The recent publication on the review of the KDIGO guidelines1 in their recommendations for the management of chronic kidney disease (CKD) in patients with diabetes mellitus (DM) has been as always welcome and very clarifying on the peculiarities in the management and treatment of these patients. Its key recommendations include the use of 3 pharmacological groups and the determination to contraindicate the use of tobacco. The last few years in the management of DM have been key for the increase in the number of effective and safe therapeutic groups with a clear cardioprotective and nephroprotective profile beyond their efficacy as antihypertensives, antihyperglycemic agents or diuretics.
These new drugs whose randomized clinical trials (RCT) never cease to surprise us because they are generalizing the inclusion of more and more patients similar to those in real life (RL), participants who on many occasions are at very serious moments in the evolution of their disease (CKD + DM). Using outcome criteria that include total, renal and overall cardiovascular mortality. In that aspect we are seeing that there are patients included with advanced CKD, a high range of proteinuria and heart failure in NYHA grades IV. Patients who complete the studies in a sufficiently representative number to make the appropriate clinical considerations.
In our Primary Care setting, according to the results of the most extensive epidemiological studies published in the last 10 years and included and consensus document for the detection and management of CKD published in this journal,2 the prevalence of CKD is around 15% on average, increasing with age as supported in all the studies them, and has an undefined behavior with respect to sex. The studies EPIRCE, ENRICA and the more recent the IBERICAN study, all representative of the Spanish population, do not reach the same results (Table 1).3–5
Nor do we have a clear idea of the prevalence of diabetic nephropathy, the most prevalent cause of CKD, the percentage of which is unknown at the present time, and above all, its possible differentiation by age or sex.
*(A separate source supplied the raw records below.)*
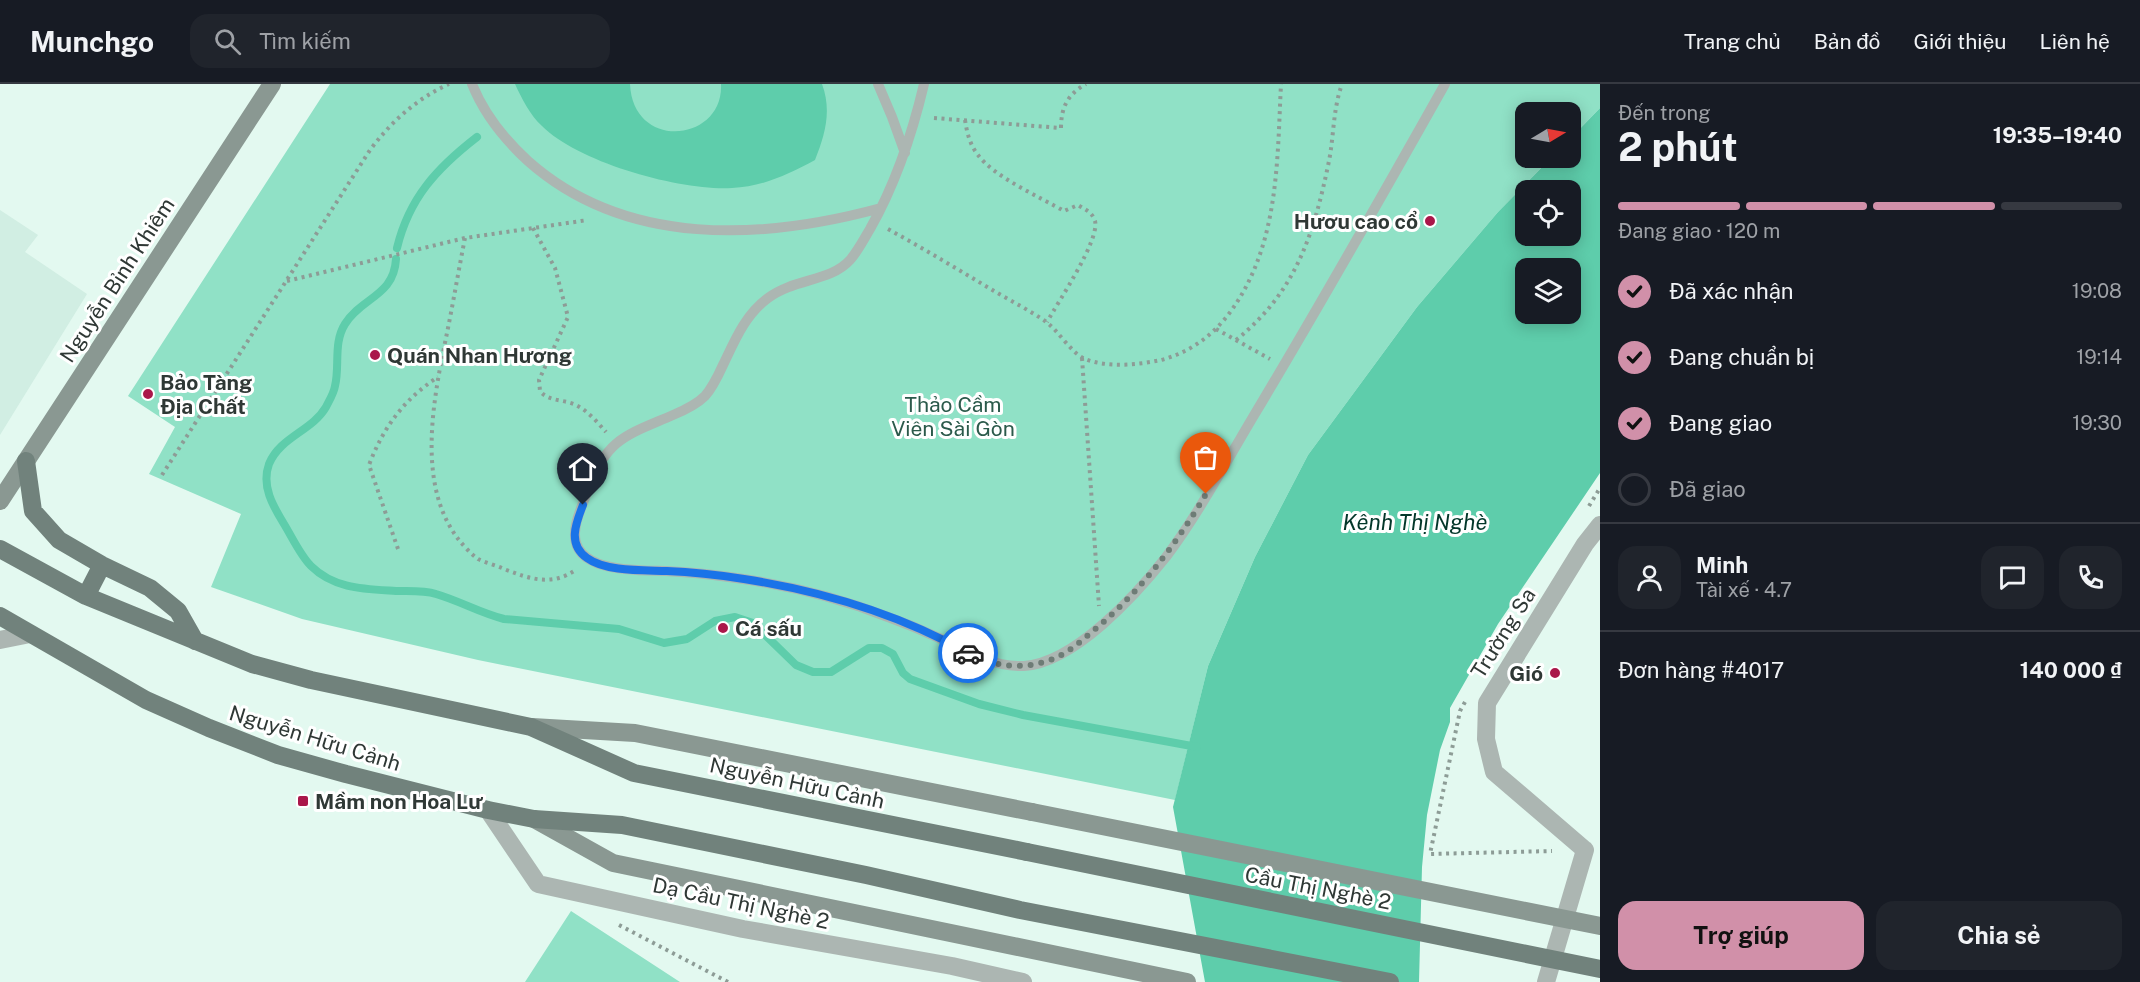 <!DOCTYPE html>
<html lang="vi">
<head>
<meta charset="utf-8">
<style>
  :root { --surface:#171b24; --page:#20242c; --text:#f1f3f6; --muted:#9ea1a6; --line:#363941; --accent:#d190a9 }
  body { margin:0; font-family:"Public Sans",sans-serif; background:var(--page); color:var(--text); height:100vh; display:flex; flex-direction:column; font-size:22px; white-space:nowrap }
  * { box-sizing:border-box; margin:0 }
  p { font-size:20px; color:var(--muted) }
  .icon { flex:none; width:33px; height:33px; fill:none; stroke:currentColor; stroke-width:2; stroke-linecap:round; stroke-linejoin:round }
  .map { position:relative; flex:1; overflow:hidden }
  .side { display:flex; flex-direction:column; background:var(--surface); width:540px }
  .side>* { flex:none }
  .needle { width:39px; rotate:80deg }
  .controls { position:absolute; left:1515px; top:18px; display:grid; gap:12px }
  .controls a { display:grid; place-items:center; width:66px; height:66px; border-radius:12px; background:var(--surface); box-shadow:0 3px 15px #0003; font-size:30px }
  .pin { position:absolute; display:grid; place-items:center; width:51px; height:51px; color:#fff; margin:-62px -26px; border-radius:50% 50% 50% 0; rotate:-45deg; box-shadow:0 0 6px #0007 }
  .pin .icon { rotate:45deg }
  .courier { position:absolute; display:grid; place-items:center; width:60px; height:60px; margin:-30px; border:4px solid #1a73e8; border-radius:50%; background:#fff; color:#222; box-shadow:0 2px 8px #0007 }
  .summary em { font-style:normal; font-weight:700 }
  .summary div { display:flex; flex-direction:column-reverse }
  .summary { display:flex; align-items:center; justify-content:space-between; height:102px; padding:0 18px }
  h1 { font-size:39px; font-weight:700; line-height:45px }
  .bar { display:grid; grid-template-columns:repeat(4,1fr); gap:9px 6px; align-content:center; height:72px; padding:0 18px }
  .bar i { height:8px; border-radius:4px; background:var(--line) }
  .bar .on { background:var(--accent) }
  .bar p { grid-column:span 4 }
  .line { display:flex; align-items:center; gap:15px; padding:0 18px; border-top:2px solid var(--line) }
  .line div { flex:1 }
  .round { display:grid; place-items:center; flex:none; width:63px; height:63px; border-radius:18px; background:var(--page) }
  ol { padding:0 18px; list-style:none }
  li { display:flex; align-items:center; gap:18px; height:66px }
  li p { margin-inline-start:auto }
  li .icon { padding:6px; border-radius:50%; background:var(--accent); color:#111; stroke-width:4 }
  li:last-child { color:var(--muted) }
  li i { width:33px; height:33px; border:3px solid var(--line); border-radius:50% }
  .primary-button { display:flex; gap:12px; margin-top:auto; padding:12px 18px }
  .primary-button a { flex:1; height:69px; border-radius:18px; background:var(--accent); color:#111; font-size:24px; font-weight:700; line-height:69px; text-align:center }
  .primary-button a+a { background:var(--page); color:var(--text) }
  header { display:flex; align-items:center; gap:36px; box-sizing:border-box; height:84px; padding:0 30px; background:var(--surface); border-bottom:2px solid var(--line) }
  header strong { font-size:28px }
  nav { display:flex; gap:33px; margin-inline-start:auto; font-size:21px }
  .search { width:420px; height:54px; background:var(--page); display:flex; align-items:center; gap:15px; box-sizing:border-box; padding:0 21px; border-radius:18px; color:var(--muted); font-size:22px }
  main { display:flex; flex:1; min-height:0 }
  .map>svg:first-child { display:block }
  .built { fill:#d1eee3 }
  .green { fill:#90e1c6 }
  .water { fill:#5ecdab; fill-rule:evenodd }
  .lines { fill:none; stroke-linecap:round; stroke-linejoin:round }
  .stream { stroke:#5ecdab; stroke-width:8 }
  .path { stroke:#8d9c96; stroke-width:4; stroke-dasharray:3 4.5; stroke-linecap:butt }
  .service { stroke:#acb6b2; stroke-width:10 }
  .minor { stroke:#acb6b2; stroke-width:18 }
  .secondary { stroke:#8a9892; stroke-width:18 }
  .primary { stroke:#71827c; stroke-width:18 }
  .secondary-bridge { stroke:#8a9892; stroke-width:18 }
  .primary-bridge { stroke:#71827c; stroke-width:18 }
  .done { stroke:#6e7c76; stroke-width:6; stroke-dasharray:0 10.8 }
  .route { stroke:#1a73e8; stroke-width:8 }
  .poi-dot { fill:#aa174a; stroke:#fff; stroke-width:2 }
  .labels { text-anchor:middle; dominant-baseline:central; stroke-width:6; stroke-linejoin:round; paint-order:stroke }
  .poi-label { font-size:21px; font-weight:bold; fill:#2f3835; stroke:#fff; text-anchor:start }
  .street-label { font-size:21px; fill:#2f3835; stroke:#fff }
  .park-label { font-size:21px; fill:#2b5a4b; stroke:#fff }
  .water-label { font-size:22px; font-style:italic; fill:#03372a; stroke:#fff }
</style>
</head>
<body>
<header>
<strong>Munchgo</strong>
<div class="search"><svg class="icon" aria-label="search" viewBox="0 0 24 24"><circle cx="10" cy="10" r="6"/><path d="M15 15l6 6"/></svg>Tìm kiếm</div>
<nav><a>Trang chủ</a><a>Bản đồ</a><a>Giới thiệu</a><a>Liên hệ</a></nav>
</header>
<main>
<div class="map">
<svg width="1600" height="898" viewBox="0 0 1600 898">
  <rect width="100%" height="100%" fill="#e3f9f0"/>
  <!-- built -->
  <path class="built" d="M0,126L38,151L25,168L87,210L0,351Z"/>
  <!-- green -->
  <path class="green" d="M330,0H1600V24L1571,54L1570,28H1526V74H1551L1498,128L1417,223L1308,371L1255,473L1208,582L1175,716L478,576L302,535L211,503L241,430L149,390L175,343L128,312Z
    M571,827L680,898H525Z"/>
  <!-- water -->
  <path class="water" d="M515,0H630C633,68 724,58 721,0H822C832,27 825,51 815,76C789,90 762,103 732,104C681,107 579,79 542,42C530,31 522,15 515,0Z
    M1600,24V389L1498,540L1450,624V638L1440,666L1427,731L1422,783L1419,898H1205L1173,723L1208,582L1255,473L1308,371L1417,223L1498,128L1551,74H1570L1571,54ZM1526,106H1570V152H1526ZM1526,184H1570V230H1526Z"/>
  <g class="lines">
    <!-- stream -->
    <path class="stream" d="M397,164C409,114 437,84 477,53
      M396,175C394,212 362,213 345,240C333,259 340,282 335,302C334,309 329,317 326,323C312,347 280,353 269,380C261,402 273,422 284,440C292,453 300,471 311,482C334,505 365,505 396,507C408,507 424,506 436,510C460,517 480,529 504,535L619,545L664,559L687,555L715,537L735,533L753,539L796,581L813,588H831L869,564H882L893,570L903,589L910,595L979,620L1023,631L1197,663"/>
    <!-- path -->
    <path class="path" d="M934,34L1061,44C1061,23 1068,10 1086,0
      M965,36C967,49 970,61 978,71C994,93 1040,113 1064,127L1078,121C1086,126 1092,128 1095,137C1100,156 1058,218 1047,238
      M533,144L555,184L568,233L539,296L540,307C549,318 564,315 576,321C588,327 597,338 606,348
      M888,145C924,165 959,186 994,207C1011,217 1029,226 1045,237C1058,246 1071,269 1085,275C1108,284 1137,281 1161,276C1188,269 1211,253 1228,231C1279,164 1277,80 1281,0
      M465,154C459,184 454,214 448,244C435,308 414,399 459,456C464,462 471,470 478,475C486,479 496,481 504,485C530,495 552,503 577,485
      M287,197L465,154L588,136
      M1216,245L1270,275
      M1236,256C1296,208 1314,150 1329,77C1334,51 1333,25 1342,0
      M1082,274L1099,522
      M162,391L370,66C391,38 416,15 449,0
      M1589,422L1600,404
      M398,465L369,381C383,344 404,315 438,293
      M1465,618L1460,627L1430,770L1552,767
      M619,841L728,898"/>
    <!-- service -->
    <path class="service" d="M472,0C484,30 504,55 528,77C626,164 763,156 881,124
      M878,0L892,33L905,69
      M924,0C912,51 896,99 870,145C864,155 858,167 850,176C830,198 795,194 768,214C745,231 735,256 723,281C718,292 713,303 705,312C696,321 685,326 673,331C627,351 607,354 588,405C584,419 575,434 575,449C573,489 638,486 665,487C686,488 708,490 729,493C783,500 837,513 888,533C905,539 922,546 939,554C967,568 992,583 1024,582C1074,579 1136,511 1166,473C1199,429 1225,380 1253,333C1319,223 1382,112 1445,0"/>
    <!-- minor -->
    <path class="minor" d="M0,556L30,550
      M488,726L538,800L743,845L952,882L1023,898
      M1585,766L1494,688L1486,655L1487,619L1585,460L1600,441
      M1546,898L1585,766"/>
    <!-- secondary -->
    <path class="secondary" d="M0,417L272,0
      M532,643L635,649L1032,728
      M534,735L613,779L1187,898"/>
    <!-- primary -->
    <path class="primary" d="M26,377L33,427L59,456L102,481L150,504L178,527L195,557
      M0,465L86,512L252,580L311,596L531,643L634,689L1027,768
      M86,512L102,481
      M0,532L146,616L209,644L278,671L346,690L488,726L534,735L622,741L866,791L1020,826L1390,898"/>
    <!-- secondary-bridge -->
    <path class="secondary-bridge" d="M1032,728L1600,842"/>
    <!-- primary-bridge -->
    <path class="primary-bridge" d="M1027,768L1600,885"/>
  </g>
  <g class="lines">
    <!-- done -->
    <path class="done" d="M968,569C992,582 1021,586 1047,577C1065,572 1079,559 1093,547C1140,508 1175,462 1206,410"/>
    <!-- route -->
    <path class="route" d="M583,421C576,439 567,460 587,474C606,488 644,486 667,487C693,488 719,491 744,495C821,507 899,530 968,569"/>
  </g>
  <!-- markers -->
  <g class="poi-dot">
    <circle cx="1430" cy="137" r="6"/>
    <circle cx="375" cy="271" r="6"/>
    <circle cx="148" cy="310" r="6"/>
    <circle cx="723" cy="544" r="6"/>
    <circle cx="1555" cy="589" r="6"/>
    <rect x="297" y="711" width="12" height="12" rx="3"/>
  </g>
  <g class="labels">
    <!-- poi labels -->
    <g class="poi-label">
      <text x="1418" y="137" text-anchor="end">Hươu cao cổ</text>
      <text x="387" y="271">Quán Nhan Hương</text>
      <text x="160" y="298">Bảo Tàng<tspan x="160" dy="24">Địa Chất</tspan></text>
      <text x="735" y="544">Cá sấu</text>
      <text x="1543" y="589" text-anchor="end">Gió</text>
      <text x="315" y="717">Mầm non Hoa Lư</text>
    </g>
    <!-- street labels -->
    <g class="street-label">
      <text transform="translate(117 196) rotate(-57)">Nguyễn Bỉnh Khiêm</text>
      <text transform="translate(1503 549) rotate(-58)">Trường Sa</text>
      <text transform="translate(315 654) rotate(17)">Nguyễn Hữu Cảnh</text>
      <text transform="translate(797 699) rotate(12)">Nguyễn Hữu Cảnh</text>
      <text transform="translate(1318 804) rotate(11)">Cầu Thị Nghè 2</text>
      <text transform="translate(741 819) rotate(12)">Dạ Cầu Thị Nghè 2</text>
    </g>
    <!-- park labels -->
    <g class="park-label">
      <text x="953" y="320">Thảo Cầm<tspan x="953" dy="24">Viên Sài Gòn</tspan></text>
    </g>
    <!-- water labels -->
    <g class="water-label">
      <text x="1415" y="438">Kênh Thị Nghè</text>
    </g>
  </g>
</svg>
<div class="controls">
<a><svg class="needle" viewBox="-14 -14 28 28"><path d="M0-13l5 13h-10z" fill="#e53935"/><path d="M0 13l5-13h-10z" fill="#9ea1a6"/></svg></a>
<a><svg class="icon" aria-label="locate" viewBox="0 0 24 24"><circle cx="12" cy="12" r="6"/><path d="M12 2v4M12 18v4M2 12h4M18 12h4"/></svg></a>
<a><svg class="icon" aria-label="layers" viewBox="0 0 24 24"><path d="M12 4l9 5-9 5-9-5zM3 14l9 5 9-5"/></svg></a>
</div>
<div class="pin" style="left:1206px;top:410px;background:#ea580c"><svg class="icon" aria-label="bag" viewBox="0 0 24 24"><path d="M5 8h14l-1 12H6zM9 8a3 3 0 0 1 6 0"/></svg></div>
<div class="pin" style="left:583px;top:421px;background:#1f2937"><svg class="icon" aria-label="home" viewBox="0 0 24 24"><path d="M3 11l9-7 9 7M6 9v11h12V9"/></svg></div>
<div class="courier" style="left:968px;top:569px"><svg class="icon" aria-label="car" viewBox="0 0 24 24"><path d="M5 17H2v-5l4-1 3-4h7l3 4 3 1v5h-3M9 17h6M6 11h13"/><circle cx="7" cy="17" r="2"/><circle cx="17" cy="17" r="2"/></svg></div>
</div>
<section class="side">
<div class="summary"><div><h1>2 phút</h1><p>Đến trong</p></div><em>19:35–19:40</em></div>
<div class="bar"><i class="on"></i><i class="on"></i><i class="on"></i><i></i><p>Đang giao · 120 m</p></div>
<ol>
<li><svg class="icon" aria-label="check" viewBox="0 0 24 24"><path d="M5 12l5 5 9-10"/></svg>Đã xác nhận<p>19:08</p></li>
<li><svg class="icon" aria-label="check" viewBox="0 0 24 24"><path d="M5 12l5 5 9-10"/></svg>Đang chuẩn bị<p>19:14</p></li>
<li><svg class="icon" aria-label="check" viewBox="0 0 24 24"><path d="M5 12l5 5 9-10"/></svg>Đang giao<p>19:30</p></li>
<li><i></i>Đã giao</li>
</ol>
<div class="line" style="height:108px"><a class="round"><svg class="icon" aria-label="person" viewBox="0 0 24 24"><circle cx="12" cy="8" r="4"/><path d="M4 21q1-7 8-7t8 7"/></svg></a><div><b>Minh</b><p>Tài xế · 4.7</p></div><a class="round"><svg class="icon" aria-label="chat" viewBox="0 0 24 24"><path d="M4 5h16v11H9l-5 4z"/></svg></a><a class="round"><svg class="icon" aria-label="phone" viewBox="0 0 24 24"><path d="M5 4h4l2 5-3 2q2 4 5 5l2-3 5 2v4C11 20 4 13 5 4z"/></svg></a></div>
<div class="line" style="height:78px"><div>Đơn hàng #4017</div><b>140 000 ₫</b></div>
<div class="primary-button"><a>Trợ giúp</a><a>Chia sẻ</a></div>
</section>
</main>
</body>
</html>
That is why we wanted to show what is the true value of gender as an independent risk marker in the RCT that substantiate the most important conclusions of the KDIGO 2022 guidelines. It is clear that if the studies do not show proven evidence on differences in prevalence, predisposing factors, initiating factors, factors causing progression or evolution to replacement therapy, gender should be considered an independent factor to be controlled and treated or managed separately. We should at least consider that those RCTs with drugs that substantiate our daily practice with CKD patients with DM should be a reflection of our real population. Or close enough to avoid making spurious decisions.
The KDIGO guidelines in the March 2022 update for DM and CKD make a series of very powerful recommendations on the use of 3 types of drugs in patients with CKD and DM to avoid greater renal damage, cardio- and renoprotection, and possible regression of filtration loss or proteinuria. These studies are shown in Table 2 (17 in total): 4 on ARA-II, 11 on iSGLT2/iSGLT1, 2 on finerenone.6,7–9
RCTs analyzed in the KDIGO guidelines. Number of participants. Percentage of female participants.
Therapeutic group | Study | N | % Female |
---|---|---|---|
ARA-II | IRMA2 | 1.469 | 33 |
INNOVATION | 526 | 26,8 | |
IDNT | 1.715 | 33 | |
RENAAL | 1.513 | 36,8 | |
iSGLT2/iSGLT1 | CREEDENCE6 | 4.401 | 33,9 |
DAPA CKD7 | 4.304 | 33,1 | |
EMPA-REG | 7.020 | 27,9 | |
CANVAS | 10.142 | 35,8 | |
DECLARE TIMI 58 | 17.000 | 37,9 | |
SCORED | 10.584 | 45,5 | |
DAPA HF | 2.333 | 28,1 | |
EMPEROR REDUCED8 | 3.630 | 23,9 | |
EMPEROR PRESERVED | 5.988 | 44,5 | |
VERTIS | 8.246 | 30,2 | |
EMPAKIDNEY | 6.609 | 33 | |
Finerenona | FIDELIO DKD | 5.674 | 28,8 |
FIGARO DKD9 | 7.352 | 31 | |
All | 98.506 | 33,1 |
A total of 98,506 patients were included of which only 33.1% were women ranging from 45.5% (SCORED) to 26% (INNOVATION). The mean for ARA-II was 32%, 34% for iSGLT2/iSGLT1 and 29% for finerenone.
It is therefore worth asking the recruiters, protocol developers, evaluators from various agencies and ethics committees, regulators from the Food and Drug Administration and the European Medicines Agency, guideline developers (KDIGO), why this overrepresentation of men? Is it an assumed bias? Why do most of the studies reach 33%? Are women more difficult to recruit, are they less adherent to protocols?
These are questions that are not easily answered and that I suggest to future researchers. Perhaps the correction will come when we see these drugs in RV. Perhaps the actual prevalence by recruitment site should be a criterion of good clinical practice in drug research.